Entführt, erwürgt und verscharrtAnnelis Eltern fordern lebenslang für Mörder

Ihr sinnloser Tod erschütterte Deutschland. Anneli-Marie wurde entführt und ermordet - ihre Eltern hatten nicht die geringste Chance, sie zu retten. Vor Gericht fordern sie nun die Höchststrafe für die Mörder ihrer Tochter.
Anneli-Maries Schicksal berührte ganz Deutschland: Vier Tage war die 17-jährige Gymnasiastin aus Klipphausen (Sachsen) im vergangenen August verschwunden. Vier Tage lang hofften Eltern, Freunde und Polizei, dass die Suche nach ihr ein glückliches Ende findet. Doch die Hoffnung erfüllte sich nicht.

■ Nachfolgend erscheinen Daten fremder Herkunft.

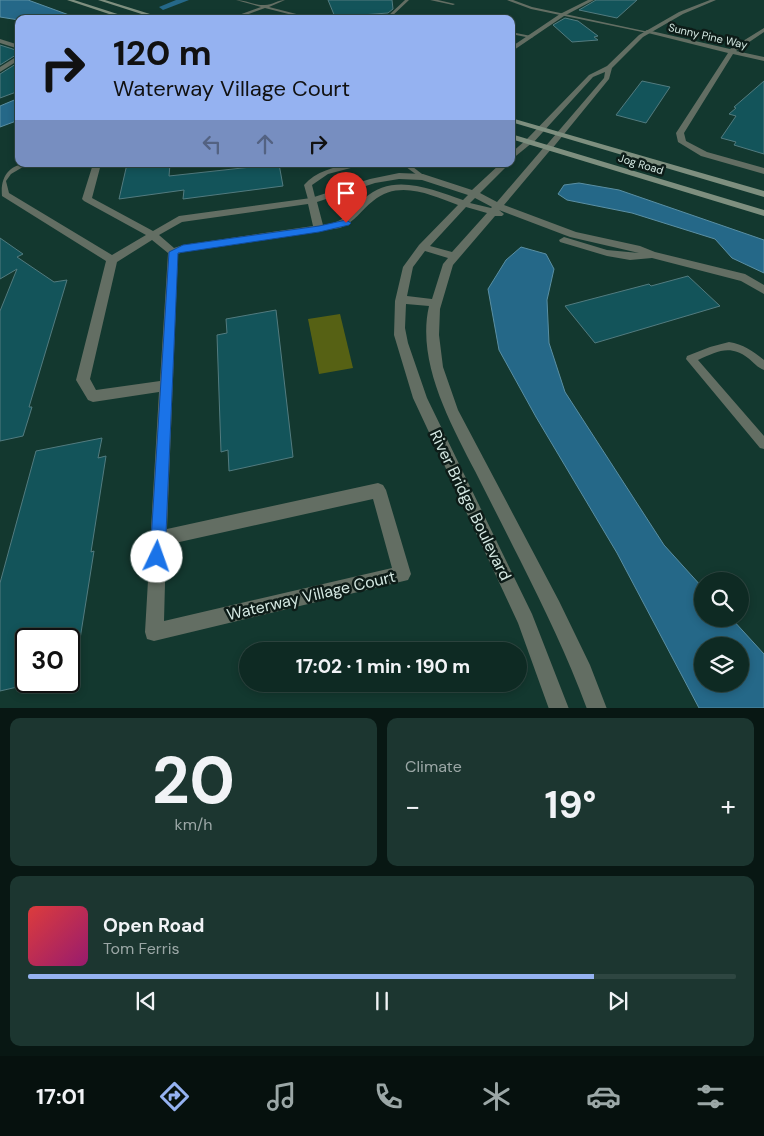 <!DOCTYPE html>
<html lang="en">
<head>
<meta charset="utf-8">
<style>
	body { margin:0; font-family:"DM Sans",sans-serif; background:#1c3630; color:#f1f3f6; height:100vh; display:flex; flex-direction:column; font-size:19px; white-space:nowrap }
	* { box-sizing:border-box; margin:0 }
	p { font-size:16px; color:#9ba7a6 }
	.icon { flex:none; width:28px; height:28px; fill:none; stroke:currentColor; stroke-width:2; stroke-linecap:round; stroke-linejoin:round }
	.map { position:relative; height:708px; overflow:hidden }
	.sheet { display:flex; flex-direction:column; gap:10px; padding:10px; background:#081713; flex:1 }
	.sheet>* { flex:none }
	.top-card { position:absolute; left:15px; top:15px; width:500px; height:152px; border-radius:10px; box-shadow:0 2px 8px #0003,0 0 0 1px #2e4641; background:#95b2f1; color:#111; overflow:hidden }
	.fabs { position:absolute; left:694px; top:572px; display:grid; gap:10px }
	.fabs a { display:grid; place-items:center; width:55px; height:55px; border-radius:50%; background:#0e2a23; box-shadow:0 2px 8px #0003,0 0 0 1px #2e4641; font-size:25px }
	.speed { position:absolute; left:15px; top:628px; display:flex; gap:10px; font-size:25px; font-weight:700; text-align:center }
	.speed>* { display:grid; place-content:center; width:65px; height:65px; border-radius:50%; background:#0e2a23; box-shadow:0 2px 8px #0003,0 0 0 1px #2e4641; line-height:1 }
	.speed .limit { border:2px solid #111; border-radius:8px; background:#fff; color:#111 }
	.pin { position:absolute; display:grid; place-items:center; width:42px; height:42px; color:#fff; margin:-51px -21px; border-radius:50% 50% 50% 0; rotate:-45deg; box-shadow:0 0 5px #0007 }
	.pin .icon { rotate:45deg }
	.me { position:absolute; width:55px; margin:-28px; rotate:3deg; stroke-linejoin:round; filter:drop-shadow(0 0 4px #0008) }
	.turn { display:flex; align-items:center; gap:18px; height:105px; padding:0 15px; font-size:22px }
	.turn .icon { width:65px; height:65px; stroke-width:2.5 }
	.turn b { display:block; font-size:35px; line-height:42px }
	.lanes { display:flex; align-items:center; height:48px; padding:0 15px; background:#0003; justify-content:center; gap:25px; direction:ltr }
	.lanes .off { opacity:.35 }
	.big { font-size:38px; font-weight:700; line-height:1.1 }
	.sheet .card { flex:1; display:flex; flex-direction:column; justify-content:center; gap:8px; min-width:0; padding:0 18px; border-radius:10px; background:#1c3630 }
	.sheet .dial { align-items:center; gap:0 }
	.dial b { font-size:65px; line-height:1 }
	.song { display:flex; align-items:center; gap:15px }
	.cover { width:60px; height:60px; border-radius:8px; background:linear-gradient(135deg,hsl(0 70% 55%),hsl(320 70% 35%)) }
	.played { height:5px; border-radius:2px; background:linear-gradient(90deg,#95b2f1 80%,#2e4641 80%) }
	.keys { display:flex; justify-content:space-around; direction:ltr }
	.heat { display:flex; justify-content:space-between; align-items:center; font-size:28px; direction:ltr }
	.sheet .tiles { flex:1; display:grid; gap:10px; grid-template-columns:1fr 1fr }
	.card:last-child { grid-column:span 2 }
	.trip { position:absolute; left:239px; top:642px; width:288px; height:50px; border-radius:25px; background:#0e2a23; box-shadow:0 2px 8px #0003,0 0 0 1px #2e4641; font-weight:700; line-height:50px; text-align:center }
	.tab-bar { display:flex; height:80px; justify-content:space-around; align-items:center; background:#06110e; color:#9ba7a6 }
	.tab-bar .icon { width:35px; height:35px }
	.tab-bar .selected { color:#95b2f1 }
	.tab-bar b { font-size:22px; color:#f1f3f6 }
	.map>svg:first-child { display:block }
	.green { fill:#566114 }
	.water { fill:#256888; stroke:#5a8fa3; fill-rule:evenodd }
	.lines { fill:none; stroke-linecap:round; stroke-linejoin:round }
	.canal { fill:#256888; fill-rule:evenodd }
	.building { fill:#13545a; stroke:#527b7f }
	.service { fill:#636e63; fill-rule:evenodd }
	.minor { fill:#636e63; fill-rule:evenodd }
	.tertiary { fill:#636e63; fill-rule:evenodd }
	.secondary { fill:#7e8f7f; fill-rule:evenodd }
	.route { fill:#1a73e8; stroke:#114b97 }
	.labels { text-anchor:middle; stroke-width:5; stroke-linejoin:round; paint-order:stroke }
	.far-street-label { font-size:11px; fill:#d5e9e3; stroke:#0d1c18 }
	.near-street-label { font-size:16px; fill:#d5e9e3; stroke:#0d1c18 }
</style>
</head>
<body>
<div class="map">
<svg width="764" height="709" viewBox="0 0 764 709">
	<rect width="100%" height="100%" fill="#13382f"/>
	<!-- green -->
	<path class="green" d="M340,314L353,368L319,374L308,319Z"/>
	<!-- water -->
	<g class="water">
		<path d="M0,0H28L80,19L19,20L0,17Z"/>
		<path d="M19,98V120L0,127V106Z"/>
		<path d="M579,183L619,190L764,240V273L732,258L715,239L632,213L567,200L558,194L564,185Z"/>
		<path d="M521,247L546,254L554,269L547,300L549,343L565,392L664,545L702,587V619H732L764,654V708H699L617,553L536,417L499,350L488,289L506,260ZM740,646V684H702V646Z"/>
	</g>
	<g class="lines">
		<!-- canal -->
		<path class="canal" d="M176,0H189L163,10L159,7Z"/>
	</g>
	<!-- building -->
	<g class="building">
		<path d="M328,0H392L393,9L388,13L335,17Z"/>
		<path d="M596,0H637L617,18L579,10Z"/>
		<path d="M565,18L578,21L598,36L594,37L598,40L572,42L553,25Z"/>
		<path d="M0,45L19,51V53L0,65Z"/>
		<path d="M19,62V91L0,98V74Z"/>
		<path d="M642,81L670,87L646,123L616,115Z"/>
		<path d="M764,81V154L734,145L736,142L721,138L736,116L729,114L736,108L734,107Z"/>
		<path d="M127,164H170L169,176L279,164L283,186L183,199L184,190L119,199Z"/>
		<path d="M0,238L23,254L17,257L54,282L67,280L29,407H32L23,436L0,441V311L17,269L0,279Z"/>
		<path d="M688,276L720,306L595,343L565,306L649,284L651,286Z"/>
		<path d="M276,310L293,457L229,471L228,450L221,452L217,335L227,333L226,319Z"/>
		<path d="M102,438L98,458L106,456L91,552L94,551L80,639H26V685L0,691V583L36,451Z"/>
	</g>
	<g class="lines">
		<!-- service -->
		<g class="service">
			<path d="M236,0C246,0 256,6 265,5C272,5 278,0 285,0L269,7L316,19H308L265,8L238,18L236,16L261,7Z"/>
			<path d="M405,0H409L391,17L380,19L389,15Z"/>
			<path d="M430,0H438L455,4L453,5Z"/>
			<path d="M507,0H513L532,7L649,32L647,33L531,9Z"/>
			<path d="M511,32L531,36L533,37L531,38L511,34Z"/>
			<path d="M352,164H366L328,174L312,185L316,201L315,203H309L304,185C316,171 334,167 352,164Z"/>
			<path d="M402,164H409L426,177L421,178Z"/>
			<path d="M729,342C743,344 753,351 764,360V370C758,368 753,362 748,358C729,344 717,352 698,360L764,436V449L760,448L686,359L687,356L710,347Z"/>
		</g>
		<!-- minor -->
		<g class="minor">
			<path d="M588,0H594L564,16L511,52V47L560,14Z"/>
			<path d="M764,28V32L736,51L764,57V61L733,54L684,133L686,141L707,152L764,168V174L701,156L678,142L676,133L728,53L644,32L647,30L730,49Z"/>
			<path d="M0,39L19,45V49L0,43Z"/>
			<path d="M19,55V60L0,72V67Z"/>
			<path d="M526,140L533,142L511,160V153Z"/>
			<path d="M545,146L552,148L504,205L576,232L640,246L655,252L745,274L764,285V294L741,281L652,258L630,260L607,256L560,242L559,240L564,237L607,250L639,253L570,237L499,210L504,214L502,216H495L453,265L440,309L439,335L443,367L458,410L559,601L590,665L607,709H587C568,657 544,608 520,560C505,530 490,501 475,471C451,424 416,362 429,306L406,304L405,328L408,343L427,398L532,614L569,709H549L518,623L413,398L394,335L395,301L403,267L419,245L458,205C431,195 399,179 373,201C361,210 355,222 340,228L185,251L178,254L167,529L378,483L383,485L386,490L411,574L408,580L154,641L147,639L145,632L159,392L93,402L88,400L76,380L106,261L2,196C0,176 10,164 28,164L11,174L6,181L9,193L112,255L146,235L84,201L82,199L93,164H101L92,198L153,231L179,216L311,198L370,179L399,173L423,174L472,190L500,164H509L480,193L497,202ZM399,179L422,180L468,195L463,200C431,189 392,172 364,199C349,213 345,222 323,225L317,202L375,183ZM475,198L492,207L491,208L470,203ZM308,204L313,226L183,245L174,248L159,235L182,222ZM466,207L487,213L452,252L430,246ZM152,240L168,253L160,381L96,390L90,379L117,262ZM425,251L448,258L443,264L432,299L407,296L413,267ZM373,499L392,568L164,621L166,545Z"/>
		</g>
		<!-- tertiary -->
		<path class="tertiary" d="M710,0H716L683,14L643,37L612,68L609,79L551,150L544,148L604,78L605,72L593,77L532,144H526V140L589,75L607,66L639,35L679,12Z"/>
		<!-- secondary -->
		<g class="secondary">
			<path d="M67,0H74L133,19H124Z"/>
			<path d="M98,0H105L166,19H157Z"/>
			<path d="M511,118L764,191V197L511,122Z"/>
			<path d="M511,134L764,210V216L511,139Z"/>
		</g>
	</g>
	<!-- route -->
	<path class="route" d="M346,220L351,223L349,225L319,232L178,253L165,557L163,563L157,565L152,563L150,557L169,252L183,245L319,226Z"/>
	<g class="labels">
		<!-- far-street labels -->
		<g class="far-street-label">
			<text transform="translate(708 36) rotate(13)" y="4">Sunny Pine Way</text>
			<text transform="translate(641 164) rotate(17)" y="4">Jog Road</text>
		</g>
		<!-- near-street labels -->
		<g class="near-street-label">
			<text transform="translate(471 505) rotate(64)" y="6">River Bridge Boulevard</text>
			<text transform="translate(311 595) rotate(-13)" y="6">Waterway Village Court</text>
		</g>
	</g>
</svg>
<div class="fabs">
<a><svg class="icon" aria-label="search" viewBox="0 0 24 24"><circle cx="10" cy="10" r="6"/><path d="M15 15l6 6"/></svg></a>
<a><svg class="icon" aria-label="layers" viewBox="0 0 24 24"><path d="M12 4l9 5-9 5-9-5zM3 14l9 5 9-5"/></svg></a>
</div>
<div class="speed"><div class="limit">30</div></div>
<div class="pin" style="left:346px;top:223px;background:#d93025"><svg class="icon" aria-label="arrive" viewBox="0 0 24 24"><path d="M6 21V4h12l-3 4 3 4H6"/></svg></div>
<svg class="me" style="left:157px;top:557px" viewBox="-20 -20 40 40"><circle r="19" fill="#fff"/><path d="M0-13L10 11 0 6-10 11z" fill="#1a73e8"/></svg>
<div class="trip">17:02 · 1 min · 190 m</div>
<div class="top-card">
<div class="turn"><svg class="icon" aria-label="right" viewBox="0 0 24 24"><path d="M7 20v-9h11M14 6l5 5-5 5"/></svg><div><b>120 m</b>Waterway Village Court</div></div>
<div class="lanes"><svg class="icon off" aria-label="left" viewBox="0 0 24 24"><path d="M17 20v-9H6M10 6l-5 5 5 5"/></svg><svg class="icon off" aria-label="ahead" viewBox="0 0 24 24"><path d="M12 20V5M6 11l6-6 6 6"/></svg><svg class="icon" aria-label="right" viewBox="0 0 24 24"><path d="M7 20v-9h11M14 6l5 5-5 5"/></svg></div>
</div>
</div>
<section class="sheet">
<div class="tiles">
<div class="card dial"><b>20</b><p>km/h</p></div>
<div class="card"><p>Climate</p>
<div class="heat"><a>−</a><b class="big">19°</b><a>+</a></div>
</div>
<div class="card">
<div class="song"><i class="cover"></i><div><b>Open Road</b><p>Tom Ferris</p></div></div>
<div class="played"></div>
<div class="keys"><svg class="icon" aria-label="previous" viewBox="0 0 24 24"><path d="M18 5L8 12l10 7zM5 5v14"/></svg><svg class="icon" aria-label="pause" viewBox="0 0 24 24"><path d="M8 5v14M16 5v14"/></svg><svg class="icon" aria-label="next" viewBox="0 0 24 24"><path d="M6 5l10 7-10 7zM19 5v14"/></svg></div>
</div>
</div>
</section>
<nav class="tab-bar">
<b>17:01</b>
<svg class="icon selected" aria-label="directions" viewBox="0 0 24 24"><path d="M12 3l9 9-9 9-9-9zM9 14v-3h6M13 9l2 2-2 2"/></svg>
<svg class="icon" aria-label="music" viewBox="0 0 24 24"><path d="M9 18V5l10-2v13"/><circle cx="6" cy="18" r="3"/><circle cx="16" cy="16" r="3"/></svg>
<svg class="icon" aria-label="phone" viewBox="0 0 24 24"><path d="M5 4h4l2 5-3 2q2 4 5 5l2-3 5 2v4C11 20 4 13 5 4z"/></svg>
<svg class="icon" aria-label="climate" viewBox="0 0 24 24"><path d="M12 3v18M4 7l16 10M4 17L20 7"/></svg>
<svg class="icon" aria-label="car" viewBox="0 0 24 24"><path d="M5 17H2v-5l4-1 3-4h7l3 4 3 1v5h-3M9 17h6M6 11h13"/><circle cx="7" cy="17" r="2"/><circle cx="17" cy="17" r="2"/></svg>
<svg class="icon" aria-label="filters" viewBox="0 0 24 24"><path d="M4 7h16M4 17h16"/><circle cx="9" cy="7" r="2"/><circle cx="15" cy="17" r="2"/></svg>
</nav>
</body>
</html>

"Ich denke immer, sie muss doch gleich kommen", sagt Annelis Mutter heute und schaut auf das riesige Holzkreuz mit dem Namen ihrer Tochter. Vom Friedhof aus ist der Hof in Lampersdorf zu sehen, wo Anneli-Marie Opfer eines niederträchtigen Verbrechens wurde. Laut Anklage musste Anneli-Marie "zur Verdeckung einer anderen Straftat" sterben.
Rund zehn Monate nach dem Mord beginnt vor dem Landgericht Dresden der Prozess gegen die beiden mutmaßlichen Täter – dem 40 Jahre alten Markus B. und seinem 62-jährigen Komplizen Norbert K.. Der Jüngere soll Anneli-Marie am Tag nach der Entführung getötet haben - trotz der Bereitschaft ihres Vaters, zu zahlen, und ohne Billigung von Norbert K..
Die beiden Kidnapper sollen der Jugendlichen am Nachmittag des 13. August im kleinen Dorf Luga, wo sie mit der Familienhündin Paula und ihrem Rad unterwegs war, aufgelauert haben. Wenig später erhielt Anneli-Maries Vater einen Anruf. Der Mann am anderen Ende - laut Anklage Markus B. - verlangte 1,2 Millionen Euro Lösegeld. Im Hintergrund waren damals Schreie zu hören - erst später zeigte sich, das dies das letzte Lebenszeichen von Anneli-Marie war. Ihre Entführer wollten das Lösegeld per Online-Banking überwiesen haben - in dieser Höhe eine Sache der Unmöglichkeit.
Tätern droht lebenslange Haft
Eine fieberhafte Suche mit Hubschraubern und Spürhunden begann. Weitere Anrufe der Täter folgten, dann brach der Kontakt ab. Die Ermittler gingen mit einem Zeugenaufruf an die Öffentlichkeit. Das SEK durchkämmte Höfe und Wälder - auch den in Lampersdorf. Allerdings ohne Erfolg.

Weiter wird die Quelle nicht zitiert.